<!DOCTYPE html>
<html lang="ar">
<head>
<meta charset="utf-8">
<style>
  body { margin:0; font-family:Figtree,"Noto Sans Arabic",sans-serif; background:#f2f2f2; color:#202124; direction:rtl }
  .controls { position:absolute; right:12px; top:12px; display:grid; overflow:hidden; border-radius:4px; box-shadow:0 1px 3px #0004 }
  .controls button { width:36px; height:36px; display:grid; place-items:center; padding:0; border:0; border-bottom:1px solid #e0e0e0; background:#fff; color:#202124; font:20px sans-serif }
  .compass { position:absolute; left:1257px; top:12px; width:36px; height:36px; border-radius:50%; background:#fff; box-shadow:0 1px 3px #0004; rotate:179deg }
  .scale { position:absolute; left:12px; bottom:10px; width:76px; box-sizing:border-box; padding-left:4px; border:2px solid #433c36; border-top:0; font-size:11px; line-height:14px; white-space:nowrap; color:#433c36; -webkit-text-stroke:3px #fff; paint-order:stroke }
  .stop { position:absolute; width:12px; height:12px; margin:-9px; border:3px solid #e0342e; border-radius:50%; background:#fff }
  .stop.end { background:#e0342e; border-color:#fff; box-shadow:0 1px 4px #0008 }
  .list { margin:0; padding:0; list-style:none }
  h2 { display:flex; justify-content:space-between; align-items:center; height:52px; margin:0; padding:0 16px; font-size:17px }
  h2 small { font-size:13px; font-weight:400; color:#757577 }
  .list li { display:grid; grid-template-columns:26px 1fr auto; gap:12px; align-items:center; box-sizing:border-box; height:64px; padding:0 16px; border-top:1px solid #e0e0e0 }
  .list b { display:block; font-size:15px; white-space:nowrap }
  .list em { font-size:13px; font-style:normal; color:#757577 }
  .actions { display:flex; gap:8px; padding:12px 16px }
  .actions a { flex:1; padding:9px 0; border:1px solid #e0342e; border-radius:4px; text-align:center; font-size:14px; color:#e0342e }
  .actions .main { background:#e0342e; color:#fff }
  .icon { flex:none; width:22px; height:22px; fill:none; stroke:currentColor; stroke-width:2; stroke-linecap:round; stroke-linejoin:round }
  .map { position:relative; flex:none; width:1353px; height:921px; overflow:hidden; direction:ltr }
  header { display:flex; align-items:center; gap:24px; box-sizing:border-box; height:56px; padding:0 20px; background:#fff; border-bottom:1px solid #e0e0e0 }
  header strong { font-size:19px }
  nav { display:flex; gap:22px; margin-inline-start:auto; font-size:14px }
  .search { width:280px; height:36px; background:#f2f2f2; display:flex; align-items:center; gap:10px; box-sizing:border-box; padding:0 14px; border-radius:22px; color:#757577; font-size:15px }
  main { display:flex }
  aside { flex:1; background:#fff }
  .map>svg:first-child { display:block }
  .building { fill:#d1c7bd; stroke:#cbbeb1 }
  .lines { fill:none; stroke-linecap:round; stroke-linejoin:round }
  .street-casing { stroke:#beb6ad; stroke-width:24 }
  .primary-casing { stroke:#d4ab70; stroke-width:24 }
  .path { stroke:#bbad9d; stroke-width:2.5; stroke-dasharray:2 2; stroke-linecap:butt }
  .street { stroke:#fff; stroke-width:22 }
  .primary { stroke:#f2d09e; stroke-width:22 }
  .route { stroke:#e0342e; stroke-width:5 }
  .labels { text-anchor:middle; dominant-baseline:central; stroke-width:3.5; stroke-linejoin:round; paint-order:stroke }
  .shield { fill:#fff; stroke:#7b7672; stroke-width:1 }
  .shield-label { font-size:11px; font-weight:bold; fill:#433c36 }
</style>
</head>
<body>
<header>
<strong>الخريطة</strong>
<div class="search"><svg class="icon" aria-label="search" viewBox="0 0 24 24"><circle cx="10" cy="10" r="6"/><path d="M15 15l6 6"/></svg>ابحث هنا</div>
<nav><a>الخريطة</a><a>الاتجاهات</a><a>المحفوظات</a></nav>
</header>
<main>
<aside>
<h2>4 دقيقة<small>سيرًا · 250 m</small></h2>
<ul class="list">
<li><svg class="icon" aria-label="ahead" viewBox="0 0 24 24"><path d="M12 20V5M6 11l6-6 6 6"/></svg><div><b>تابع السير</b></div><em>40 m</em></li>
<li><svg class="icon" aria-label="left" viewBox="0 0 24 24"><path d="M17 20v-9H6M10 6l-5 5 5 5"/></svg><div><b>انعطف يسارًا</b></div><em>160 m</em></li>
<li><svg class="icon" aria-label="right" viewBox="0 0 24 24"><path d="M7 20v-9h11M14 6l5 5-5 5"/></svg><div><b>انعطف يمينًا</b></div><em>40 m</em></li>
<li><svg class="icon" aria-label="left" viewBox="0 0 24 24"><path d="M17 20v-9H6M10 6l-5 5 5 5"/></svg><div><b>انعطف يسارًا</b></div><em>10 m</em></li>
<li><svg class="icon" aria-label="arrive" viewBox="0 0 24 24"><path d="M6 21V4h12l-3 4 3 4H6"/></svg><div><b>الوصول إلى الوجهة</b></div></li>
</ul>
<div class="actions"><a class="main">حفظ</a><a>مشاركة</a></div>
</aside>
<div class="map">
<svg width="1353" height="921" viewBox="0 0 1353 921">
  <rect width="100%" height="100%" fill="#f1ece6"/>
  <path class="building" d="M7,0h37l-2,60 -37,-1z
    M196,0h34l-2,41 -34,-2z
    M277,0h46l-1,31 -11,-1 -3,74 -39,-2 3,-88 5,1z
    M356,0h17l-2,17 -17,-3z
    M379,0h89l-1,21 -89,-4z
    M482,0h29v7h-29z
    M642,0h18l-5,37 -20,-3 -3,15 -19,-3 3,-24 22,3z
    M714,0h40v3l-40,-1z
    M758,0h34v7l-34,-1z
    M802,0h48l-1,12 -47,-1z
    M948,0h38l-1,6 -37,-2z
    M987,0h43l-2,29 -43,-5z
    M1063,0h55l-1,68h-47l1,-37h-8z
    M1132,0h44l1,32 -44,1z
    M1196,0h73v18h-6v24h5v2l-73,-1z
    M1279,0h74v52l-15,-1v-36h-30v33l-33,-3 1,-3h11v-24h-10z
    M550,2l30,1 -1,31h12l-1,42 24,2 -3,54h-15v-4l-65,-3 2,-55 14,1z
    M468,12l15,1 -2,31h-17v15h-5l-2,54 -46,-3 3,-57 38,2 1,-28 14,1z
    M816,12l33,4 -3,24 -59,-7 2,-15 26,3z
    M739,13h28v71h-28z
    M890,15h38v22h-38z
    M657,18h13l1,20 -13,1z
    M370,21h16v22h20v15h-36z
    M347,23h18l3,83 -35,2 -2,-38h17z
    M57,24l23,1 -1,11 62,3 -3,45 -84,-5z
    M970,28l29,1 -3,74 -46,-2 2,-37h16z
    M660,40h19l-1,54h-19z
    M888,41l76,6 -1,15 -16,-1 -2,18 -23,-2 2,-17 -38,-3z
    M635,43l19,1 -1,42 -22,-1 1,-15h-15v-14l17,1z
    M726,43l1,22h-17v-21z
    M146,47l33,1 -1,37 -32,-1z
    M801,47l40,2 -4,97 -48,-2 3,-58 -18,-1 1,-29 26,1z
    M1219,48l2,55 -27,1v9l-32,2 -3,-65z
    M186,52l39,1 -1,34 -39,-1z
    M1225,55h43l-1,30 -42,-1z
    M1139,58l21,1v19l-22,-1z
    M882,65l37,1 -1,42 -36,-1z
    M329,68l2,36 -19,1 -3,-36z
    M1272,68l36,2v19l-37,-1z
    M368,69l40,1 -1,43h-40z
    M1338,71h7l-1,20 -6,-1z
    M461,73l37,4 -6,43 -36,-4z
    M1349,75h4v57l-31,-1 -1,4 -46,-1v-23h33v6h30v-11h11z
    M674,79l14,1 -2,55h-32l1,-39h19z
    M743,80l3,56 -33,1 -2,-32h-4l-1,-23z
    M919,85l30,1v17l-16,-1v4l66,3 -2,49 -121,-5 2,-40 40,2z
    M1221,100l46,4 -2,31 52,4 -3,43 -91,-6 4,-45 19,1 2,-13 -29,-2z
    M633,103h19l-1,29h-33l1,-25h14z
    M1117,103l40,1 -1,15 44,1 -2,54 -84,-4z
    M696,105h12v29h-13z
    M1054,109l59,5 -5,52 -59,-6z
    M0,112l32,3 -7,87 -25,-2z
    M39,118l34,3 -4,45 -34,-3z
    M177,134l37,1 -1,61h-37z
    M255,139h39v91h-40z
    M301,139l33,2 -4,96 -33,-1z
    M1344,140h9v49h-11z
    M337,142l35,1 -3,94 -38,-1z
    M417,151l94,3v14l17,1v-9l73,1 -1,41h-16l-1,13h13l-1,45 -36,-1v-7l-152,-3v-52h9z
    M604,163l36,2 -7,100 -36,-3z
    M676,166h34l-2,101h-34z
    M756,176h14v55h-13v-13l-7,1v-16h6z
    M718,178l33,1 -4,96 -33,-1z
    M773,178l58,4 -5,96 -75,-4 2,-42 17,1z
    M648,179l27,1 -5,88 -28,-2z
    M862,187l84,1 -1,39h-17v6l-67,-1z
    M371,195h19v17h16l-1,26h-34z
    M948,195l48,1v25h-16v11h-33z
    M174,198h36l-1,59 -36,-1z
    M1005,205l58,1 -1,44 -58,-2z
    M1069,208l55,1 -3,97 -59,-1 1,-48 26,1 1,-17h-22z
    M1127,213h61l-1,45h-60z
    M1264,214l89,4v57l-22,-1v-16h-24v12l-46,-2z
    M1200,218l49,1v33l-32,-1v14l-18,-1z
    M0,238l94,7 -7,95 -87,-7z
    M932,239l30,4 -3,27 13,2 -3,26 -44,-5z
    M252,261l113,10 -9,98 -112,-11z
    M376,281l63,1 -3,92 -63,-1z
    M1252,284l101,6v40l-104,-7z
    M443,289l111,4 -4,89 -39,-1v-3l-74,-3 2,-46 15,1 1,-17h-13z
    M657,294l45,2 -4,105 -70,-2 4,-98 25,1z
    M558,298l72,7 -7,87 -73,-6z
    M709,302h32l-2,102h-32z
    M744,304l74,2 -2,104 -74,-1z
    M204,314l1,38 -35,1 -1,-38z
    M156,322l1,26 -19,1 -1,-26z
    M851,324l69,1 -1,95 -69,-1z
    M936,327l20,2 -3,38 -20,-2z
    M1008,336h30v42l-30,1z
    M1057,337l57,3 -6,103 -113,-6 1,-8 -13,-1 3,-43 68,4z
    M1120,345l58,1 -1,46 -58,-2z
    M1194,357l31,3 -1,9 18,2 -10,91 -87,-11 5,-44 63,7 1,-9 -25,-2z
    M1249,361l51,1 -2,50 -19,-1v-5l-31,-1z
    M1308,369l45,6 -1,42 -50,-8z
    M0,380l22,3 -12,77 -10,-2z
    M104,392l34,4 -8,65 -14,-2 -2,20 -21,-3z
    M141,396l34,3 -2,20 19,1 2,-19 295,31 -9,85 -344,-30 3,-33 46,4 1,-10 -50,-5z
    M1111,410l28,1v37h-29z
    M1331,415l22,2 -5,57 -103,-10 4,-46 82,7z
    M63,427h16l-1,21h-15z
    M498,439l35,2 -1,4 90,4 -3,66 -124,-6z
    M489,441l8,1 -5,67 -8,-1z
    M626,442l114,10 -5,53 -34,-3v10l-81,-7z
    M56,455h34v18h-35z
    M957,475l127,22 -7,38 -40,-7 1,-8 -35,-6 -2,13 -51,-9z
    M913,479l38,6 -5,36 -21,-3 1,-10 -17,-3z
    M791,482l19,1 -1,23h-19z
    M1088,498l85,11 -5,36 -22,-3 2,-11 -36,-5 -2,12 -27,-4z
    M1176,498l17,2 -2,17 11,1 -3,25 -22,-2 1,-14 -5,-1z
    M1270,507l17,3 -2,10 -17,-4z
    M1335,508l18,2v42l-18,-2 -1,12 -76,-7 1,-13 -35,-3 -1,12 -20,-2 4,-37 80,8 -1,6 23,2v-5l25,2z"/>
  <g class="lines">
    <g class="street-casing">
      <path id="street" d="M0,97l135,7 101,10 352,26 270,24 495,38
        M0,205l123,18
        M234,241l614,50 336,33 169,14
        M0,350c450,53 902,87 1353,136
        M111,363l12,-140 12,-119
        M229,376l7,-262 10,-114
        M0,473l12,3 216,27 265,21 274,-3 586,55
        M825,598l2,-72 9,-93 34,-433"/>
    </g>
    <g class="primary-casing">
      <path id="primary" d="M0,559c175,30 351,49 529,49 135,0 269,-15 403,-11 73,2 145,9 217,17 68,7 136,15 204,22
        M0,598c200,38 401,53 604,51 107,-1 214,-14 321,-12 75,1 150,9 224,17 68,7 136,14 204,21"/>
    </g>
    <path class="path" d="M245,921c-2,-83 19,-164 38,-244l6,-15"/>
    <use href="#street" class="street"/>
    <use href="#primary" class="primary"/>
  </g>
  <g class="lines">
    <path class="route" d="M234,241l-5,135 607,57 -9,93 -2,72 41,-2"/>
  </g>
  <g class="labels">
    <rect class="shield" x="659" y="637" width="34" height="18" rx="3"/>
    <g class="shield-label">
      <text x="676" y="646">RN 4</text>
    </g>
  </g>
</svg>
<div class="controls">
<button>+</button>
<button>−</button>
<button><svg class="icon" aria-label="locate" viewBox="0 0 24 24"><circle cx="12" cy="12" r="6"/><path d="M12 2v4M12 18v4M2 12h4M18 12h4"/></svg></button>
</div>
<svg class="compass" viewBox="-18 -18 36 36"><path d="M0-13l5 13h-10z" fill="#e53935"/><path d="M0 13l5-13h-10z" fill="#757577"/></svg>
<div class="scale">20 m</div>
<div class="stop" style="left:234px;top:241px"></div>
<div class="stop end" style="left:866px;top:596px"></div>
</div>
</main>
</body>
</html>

→ Description of the task
Reproduce verbatim only this range: the first line of the material through the line that contains "position:absolute; right:12px; top:12px;", inclusive.

→ Answer box
<!DOCTYPE html>
<html lang="ar">
<head>
<meta charset="utf-8">
<style>
  body { margin:0; font-family:Figtree,"Noto Sans Arabic",sans-serif; background:#f2f2f2; color:#202124; direction:rtl }
  .controls { position:absolute; right:12px; top:12px; display:grid; overflow:hidden; border-radius:4px; box-shadow:0 1px 3px #0004 }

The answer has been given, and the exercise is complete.